Let's see if that has any kind of impact first, then document it later and if it has an impact we can suggest mycroft-core and other packagers to change their build flags
El dia 28 juny 2017 5:12 a. m., "el-tocino" [email protected] va escriure:
does -march=native include the f/cpu-specific optimizations (other than ffast-math)? Would be slightly more compatible for other systems than just pi ARM types that way. Elsewise, putting a cpu check in the build script might be possible if they're explicit.
— You are receiving this because you authored the thread. Reply to this email directly, view it on GitHub https://github.com/MycroftAI/mimic/issues/122#issuecomment-311544965, or mute the thread https://github.com/notifications/unsubscribe-auth/AAEmsbkiTcDZJj7nyGmtE5k7wtucyB3Rks5sIcSigaJpZM4N29qY .
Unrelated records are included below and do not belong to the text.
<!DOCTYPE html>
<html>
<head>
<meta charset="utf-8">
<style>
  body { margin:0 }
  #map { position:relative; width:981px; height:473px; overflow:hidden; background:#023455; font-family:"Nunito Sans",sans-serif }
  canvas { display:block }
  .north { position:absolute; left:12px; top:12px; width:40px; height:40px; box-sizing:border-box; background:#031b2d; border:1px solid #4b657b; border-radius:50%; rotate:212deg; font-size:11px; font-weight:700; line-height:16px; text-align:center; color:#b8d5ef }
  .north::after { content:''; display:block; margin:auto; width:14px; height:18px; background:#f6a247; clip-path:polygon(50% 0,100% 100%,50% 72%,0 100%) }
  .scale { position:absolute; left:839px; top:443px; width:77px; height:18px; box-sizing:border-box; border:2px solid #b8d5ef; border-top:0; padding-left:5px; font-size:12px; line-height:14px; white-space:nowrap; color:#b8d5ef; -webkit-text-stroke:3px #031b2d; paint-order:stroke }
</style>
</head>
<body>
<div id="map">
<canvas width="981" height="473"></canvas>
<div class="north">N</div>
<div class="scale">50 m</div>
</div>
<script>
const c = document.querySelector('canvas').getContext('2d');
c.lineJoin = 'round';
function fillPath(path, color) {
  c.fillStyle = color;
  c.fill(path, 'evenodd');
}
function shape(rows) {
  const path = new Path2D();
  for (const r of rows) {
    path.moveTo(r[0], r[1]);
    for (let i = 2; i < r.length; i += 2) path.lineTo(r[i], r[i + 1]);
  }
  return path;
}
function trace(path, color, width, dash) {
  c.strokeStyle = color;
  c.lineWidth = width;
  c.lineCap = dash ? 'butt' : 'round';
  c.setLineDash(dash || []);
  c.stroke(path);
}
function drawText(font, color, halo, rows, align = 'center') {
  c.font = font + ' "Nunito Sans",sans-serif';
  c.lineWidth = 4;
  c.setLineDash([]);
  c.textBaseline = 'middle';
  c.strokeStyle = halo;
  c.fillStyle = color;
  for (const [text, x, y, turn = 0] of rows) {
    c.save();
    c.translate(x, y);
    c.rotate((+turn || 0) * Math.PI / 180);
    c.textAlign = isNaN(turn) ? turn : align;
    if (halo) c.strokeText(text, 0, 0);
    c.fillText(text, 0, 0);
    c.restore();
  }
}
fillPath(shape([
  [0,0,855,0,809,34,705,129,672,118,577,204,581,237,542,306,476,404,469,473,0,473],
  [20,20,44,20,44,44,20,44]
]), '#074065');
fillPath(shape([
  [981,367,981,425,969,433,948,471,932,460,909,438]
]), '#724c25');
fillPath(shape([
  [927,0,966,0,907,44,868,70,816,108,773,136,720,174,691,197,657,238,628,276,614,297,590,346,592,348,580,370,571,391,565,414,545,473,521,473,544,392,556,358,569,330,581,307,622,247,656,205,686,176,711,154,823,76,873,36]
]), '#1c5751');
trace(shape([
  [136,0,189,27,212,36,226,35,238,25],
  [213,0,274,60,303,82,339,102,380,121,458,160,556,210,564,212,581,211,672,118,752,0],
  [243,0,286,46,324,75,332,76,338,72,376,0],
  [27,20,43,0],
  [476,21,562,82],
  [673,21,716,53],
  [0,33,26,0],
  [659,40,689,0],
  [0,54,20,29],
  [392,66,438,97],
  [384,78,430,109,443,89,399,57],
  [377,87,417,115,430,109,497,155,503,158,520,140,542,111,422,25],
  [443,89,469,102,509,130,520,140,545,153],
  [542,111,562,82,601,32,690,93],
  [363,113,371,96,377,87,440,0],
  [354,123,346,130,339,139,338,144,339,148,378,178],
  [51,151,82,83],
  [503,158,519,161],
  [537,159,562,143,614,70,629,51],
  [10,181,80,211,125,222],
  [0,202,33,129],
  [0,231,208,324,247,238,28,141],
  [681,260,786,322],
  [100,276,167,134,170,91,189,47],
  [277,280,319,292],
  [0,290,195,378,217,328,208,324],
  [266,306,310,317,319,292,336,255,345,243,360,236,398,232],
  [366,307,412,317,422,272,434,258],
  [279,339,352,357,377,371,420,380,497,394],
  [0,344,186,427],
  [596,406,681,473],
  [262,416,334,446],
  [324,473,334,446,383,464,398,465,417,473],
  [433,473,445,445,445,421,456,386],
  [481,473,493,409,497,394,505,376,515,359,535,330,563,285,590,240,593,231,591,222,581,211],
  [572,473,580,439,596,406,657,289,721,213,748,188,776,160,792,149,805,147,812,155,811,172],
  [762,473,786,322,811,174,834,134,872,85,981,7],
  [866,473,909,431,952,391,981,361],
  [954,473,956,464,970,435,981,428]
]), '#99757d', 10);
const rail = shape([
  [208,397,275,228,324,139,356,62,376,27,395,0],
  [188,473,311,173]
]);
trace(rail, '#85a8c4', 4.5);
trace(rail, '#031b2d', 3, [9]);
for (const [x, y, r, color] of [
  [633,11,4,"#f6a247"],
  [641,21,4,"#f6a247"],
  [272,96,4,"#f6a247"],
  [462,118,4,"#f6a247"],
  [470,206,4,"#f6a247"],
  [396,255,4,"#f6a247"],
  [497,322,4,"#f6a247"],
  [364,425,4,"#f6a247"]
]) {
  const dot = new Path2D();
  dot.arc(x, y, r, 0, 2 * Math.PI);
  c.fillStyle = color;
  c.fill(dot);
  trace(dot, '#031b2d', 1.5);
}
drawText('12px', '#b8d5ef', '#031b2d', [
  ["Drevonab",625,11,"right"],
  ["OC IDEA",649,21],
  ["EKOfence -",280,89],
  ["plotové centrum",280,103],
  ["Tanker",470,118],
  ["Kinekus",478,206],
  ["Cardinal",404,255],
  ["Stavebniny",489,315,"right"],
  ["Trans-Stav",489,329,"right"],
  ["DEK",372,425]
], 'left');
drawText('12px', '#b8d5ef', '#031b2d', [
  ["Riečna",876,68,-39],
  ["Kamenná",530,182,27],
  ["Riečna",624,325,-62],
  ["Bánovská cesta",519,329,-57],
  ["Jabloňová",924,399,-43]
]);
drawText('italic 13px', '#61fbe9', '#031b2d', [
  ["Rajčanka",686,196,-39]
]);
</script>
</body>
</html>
pi3, picroft .8.16 time ./mimic -voice voices/mycroft_voice_4.0.flitevox -f doc/alice test_ffastmath_O3.wav cg_maybe_faster_load: real 12m33.637s user 12m28.250s sys 0m3.530s
same branch as above with pi3 copts in place (./configure --disable-voices-all CFLAGS="-O3 -ffast-math -mcpu=cortex-a53 -mfpu=neon-fp-armv8") real 10m48.887s user 10m42.190s sys 0m4.180s
Default mycroftai mimic with pi3 copts: real 11m54.623s user 11m45.990s sys 0m6.410s
My (development branch)
normal
real 17m6.581s
user 17m3.220s
sys 0m3.100s
-O3 -ffastmath
real 16m18.952s
user 16m15.620s
sys 0m3.260s
-O3 -mcpu=cortex-a53 -mfpu=neon-fp-armv8 -mfloat-abi=hard -funsafe-math-optimizations
real 16m23.169s
user 16m19.900s
sys 0m3.210s
-O3 -ffast-math -mcpu=cortex-a53 -mfpu=neon-fp-armv8
real 16m36.796s
user 16m33.260s
sys 0m3.420s
Tried -Ofast as well:
real 16m38.909s
user 16m35.770s
sys 0m3.070s
Ran again with SLT voice and writing to ramdisk: pi@picroft:~/Build/mimic $ time ./mimic -voice voices/cmu_us_slt.flitevox -f doc/alice /ram/test.wav
cg_maybe_faster_load real 4m55.212s user 4m53.290s sys 0m1.090s
cg_maybe w/copts real 4m56.311s user 4m54.660s sys 0m1.040s
mycroft w/copts real 4m42.239s user 4m39.870s sys 0m1.120s
The difference between the voices is kind of expected. The sampling rate of the Mycroft voice is 44100Hz while the sampling rate of slt is 16000Hz, so we synthesize about three times more samples with the Mycroft voice. In any case all those scenarios are several times faster than real time synthesis
Didn't want the sd card or io to be the limiting factor. Also I use slt normally. :)
I'm currently installing gcc-6 (.2 I think) to see if any improvements have been made since 4.9. I don't have very high hopes but it might be worth a try.
Did a quick profiling on my PC These are the top 4 cpu hogging functions according to gprof
64.48 66.43 66.43 62197740 0.00 0.00 mlsadf
11.79 78.58 12.15 251 48.41 360.97 synthesis_body
11.67 90.60 12.02 565936 0.02 0.02 b2en
4.77 95.51 4.91 14525906 0.00 0.00 internal_ff.constprop.1
I think mlsadf1
and mlsadf2
are inlined by the compiler and are hence not shown separately.